> **TO DO**:
The task calls for every line of the data to be retyped exactly.

> **DATA SUPPLIED**:
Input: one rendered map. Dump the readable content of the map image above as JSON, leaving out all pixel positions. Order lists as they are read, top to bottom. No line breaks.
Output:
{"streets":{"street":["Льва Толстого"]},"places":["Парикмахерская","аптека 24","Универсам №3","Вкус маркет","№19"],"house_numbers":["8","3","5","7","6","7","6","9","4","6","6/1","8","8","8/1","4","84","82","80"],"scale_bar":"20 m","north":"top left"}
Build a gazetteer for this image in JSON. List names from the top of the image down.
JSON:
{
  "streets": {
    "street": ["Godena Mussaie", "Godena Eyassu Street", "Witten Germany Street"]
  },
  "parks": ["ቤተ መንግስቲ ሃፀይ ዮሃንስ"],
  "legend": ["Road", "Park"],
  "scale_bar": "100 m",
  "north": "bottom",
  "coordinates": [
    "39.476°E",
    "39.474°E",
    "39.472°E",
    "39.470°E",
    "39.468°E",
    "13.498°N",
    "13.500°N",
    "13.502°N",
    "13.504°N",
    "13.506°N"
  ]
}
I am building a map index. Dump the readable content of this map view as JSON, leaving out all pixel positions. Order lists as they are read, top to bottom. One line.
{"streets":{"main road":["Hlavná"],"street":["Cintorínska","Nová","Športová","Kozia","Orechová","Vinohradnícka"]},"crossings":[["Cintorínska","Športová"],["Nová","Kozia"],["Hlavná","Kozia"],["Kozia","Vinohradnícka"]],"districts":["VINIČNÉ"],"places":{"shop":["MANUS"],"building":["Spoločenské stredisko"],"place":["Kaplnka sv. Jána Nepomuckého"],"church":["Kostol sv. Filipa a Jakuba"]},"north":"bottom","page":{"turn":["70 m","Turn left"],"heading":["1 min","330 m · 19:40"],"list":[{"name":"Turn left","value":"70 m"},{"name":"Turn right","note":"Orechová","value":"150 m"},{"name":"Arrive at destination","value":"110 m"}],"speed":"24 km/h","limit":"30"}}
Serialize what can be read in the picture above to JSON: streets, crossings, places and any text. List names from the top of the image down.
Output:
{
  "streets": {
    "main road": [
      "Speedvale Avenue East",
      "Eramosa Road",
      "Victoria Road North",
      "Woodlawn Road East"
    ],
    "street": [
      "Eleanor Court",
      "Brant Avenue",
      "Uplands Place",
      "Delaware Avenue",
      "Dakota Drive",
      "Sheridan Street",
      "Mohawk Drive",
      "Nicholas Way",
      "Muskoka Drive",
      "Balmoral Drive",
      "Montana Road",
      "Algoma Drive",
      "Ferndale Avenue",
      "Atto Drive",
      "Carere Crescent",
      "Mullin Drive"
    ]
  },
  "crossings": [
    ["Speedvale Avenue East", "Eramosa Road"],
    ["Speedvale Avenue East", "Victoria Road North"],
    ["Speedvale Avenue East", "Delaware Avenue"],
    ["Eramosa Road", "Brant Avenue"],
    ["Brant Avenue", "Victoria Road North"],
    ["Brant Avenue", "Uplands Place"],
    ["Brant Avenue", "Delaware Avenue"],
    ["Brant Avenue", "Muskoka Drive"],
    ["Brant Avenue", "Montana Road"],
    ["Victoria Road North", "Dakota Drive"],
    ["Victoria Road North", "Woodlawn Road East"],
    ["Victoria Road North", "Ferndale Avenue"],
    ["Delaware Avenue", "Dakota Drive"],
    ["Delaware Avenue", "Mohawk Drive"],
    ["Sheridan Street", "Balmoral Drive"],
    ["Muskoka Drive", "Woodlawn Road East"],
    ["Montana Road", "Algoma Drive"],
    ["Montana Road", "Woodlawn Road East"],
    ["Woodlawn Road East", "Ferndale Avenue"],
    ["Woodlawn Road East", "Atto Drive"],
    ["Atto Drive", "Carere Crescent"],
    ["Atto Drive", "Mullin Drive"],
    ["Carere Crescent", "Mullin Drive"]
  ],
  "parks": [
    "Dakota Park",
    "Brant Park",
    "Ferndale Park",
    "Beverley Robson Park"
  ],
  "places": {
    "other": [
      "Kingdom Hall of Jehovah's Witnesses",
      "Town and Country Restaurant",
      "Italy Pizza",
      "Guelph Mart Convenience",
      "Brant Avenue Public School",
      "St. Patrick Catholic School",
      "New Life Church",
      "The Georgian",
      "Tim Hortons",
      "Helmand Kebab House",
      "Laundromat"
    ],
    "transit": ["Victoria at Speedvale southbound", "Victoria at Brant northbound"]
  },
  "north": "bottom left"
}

> **SOLUTION**:
Input: one rendered map. Dump the readable content of the map image above as JSON, leaving out all pixel positions. Order lists as they are read, top to bottom. No line breaks.
Output:
{"streets":{"street":["Льва Толстого"]},"places":["Парикмахерская","аптека 24","Универсам №3","Вкус маркет","№19"],"house_numbers":["8","3","5","7","6","7","6","9","4","6","6/1","8","8","8/1","4","84","82","80"],"scale_bar":"20 m","north":"top left"}
Build a gazetteer for this image in JSON. List names from the top of the image down.
JSON:
{
  "streets": {
    "street": ["Godena Mussaie", "Godena Eyassu Street", "Witten Germany Street"]
  },
  "parks": ["ቤተ መንግስቲ ሃፀይ ዮሃንስ"],
  "legend": ["Road", "Park"],
  "scale_bar": "100 m",
  "north": "bottom",
  "coordinates": [
    "39.476°E",
    "39.474°E",
    "39.472°E",
    "39.470°E",
    "39.468°E",
    "13.498°N",
    "13.500°N",
    "13.502°N",
    "13.504°N",
    "13.506°N"
  ]
}
I am building a map index. Dump the readable content of this map view as JSON, leaving out all pixel positions. Order lists as they are read, top to bottom. One line.
{"streets":{"main road":["Hlavná"],"street":["Cintorínska","Nová","Športová","Kozia","Orechová","Vinohradnícka"]},"crossings":[["Cintorínska","Športová"],["Nová","Kozia"],["Hlavná","Kozia"],["Kozia","Vinohradnícka"]],"districts":["VINIČNÉ"],"places":{"shop":["MANUS"],"building":["Spoločenské stredisko"],"place":["Kaplnka sv. Jána Nepomuckého"],"church":["Kostol sv. Filipa a Jakuba"]},"north":"bottom","page":{"turn":["70 m","Turn left"],"heading":["1 min","330 m · 19:40"],"list":[{"name":"Turn left","value":"70 m"},{"name":"Turn right","note":"Orechová","value":"150 m"},{"name":"Arrive at destination","value":"110 m"}],"speed":"24 km/h","limit":"30"}}
Serialize what can be read in the picture above to JSON: streets, crossings, places and any text. List names from the top of the image down.
Output:
{
  "streets": {
    "main road": [
      "Speedvale Avenue East",
      "Eramosa Road",
      "Victoria Road North",
      "Woodlawn Road East"
    ],
    "street": [
      "Eleanor Court",
      "Brant Avenue",
      "Uplands Place",
      "Delaware Avenue",
      "Dakota Drive",
      "Sheridan Street",
      "Mohawk Drive",
      "Nicholas Way",
      "Muskoka Drive",
      "Balmoral Drive",
      "Montana Road",
      "Algoma Drive",
      "Ferndale Avenue",
      "Atto Drive",
      "Carere Crescent",
      "Mullin Drive"
    ]
  },
  "crossings": [
    ["Speedvale Avenue East", "Eramosa Road"],
    ["Speedvale Avenue East", "Victoria Road North"],
    ["Speedvale Avenue East", "Delaware Avenue"],
    ["Eramosa Road", "Brant Avenue"],
    ["Brant Avenue", "Victoria Road North"],
    ["Brant Avenue", "Uplands Place"],
    ["Brant Avenue", "Delaware Avenue"],
    ["Brant Avenue", "Muskoka Drive"],
    ["Brant Avenue", "Montana Road"],
    ["Victoria Road North", "Dakota Drive"],
    ["Victoria Road North", "Woodlawn Road East"],
    ["Victoria Road North", "Ferndale Avenue"],
    ["Delaware Avenue", "Dakota Drive"],
    ["Delaware Avenue", "Mohawk Drive"],
    ["Sheridan Street", "Balmoral Drive"],
    ["Muskoka Drive", "Woodlawn Road East"],
    ["Montana Road", "Algoma Drive"],
    ["Montana Road", "Woodlawn Road East"],
    ["Woodlawn Road East", "Ferndale Avenue"],
    ["Woodlawn Road East", "Atto Drive"],
    ["Atto Drive", "Carere Crescent"],
    ["Atto Drive", "Mullin Drive"],
    ["Carere Crescent", "Mullin Drive"]
  ],
  "parks": [
    "Dakota Park",
    "Brant Park",
    "Ferndale Park",
    "Beverley Robson Park"
  ],
  "places": {
    "other": [
      "Kingdom Hall of Jehovah's Witnesses",
      "Town and Country Restaurant",
      "Italy Pizza",
      "Guelph Mart Convenience",
      "Brant Avenue Public School",
      "St. Patrick Catholic School",
      "New Life Church",
      "The Georgian",
      "Tim Hortons",
      "Helmand Kebab House",
      "Laundromat"
    ],
    "transit": ["Victoria at Speedvale southbound", "Victoria at Brant northbound"]
  },
  "north": "bottom left"
}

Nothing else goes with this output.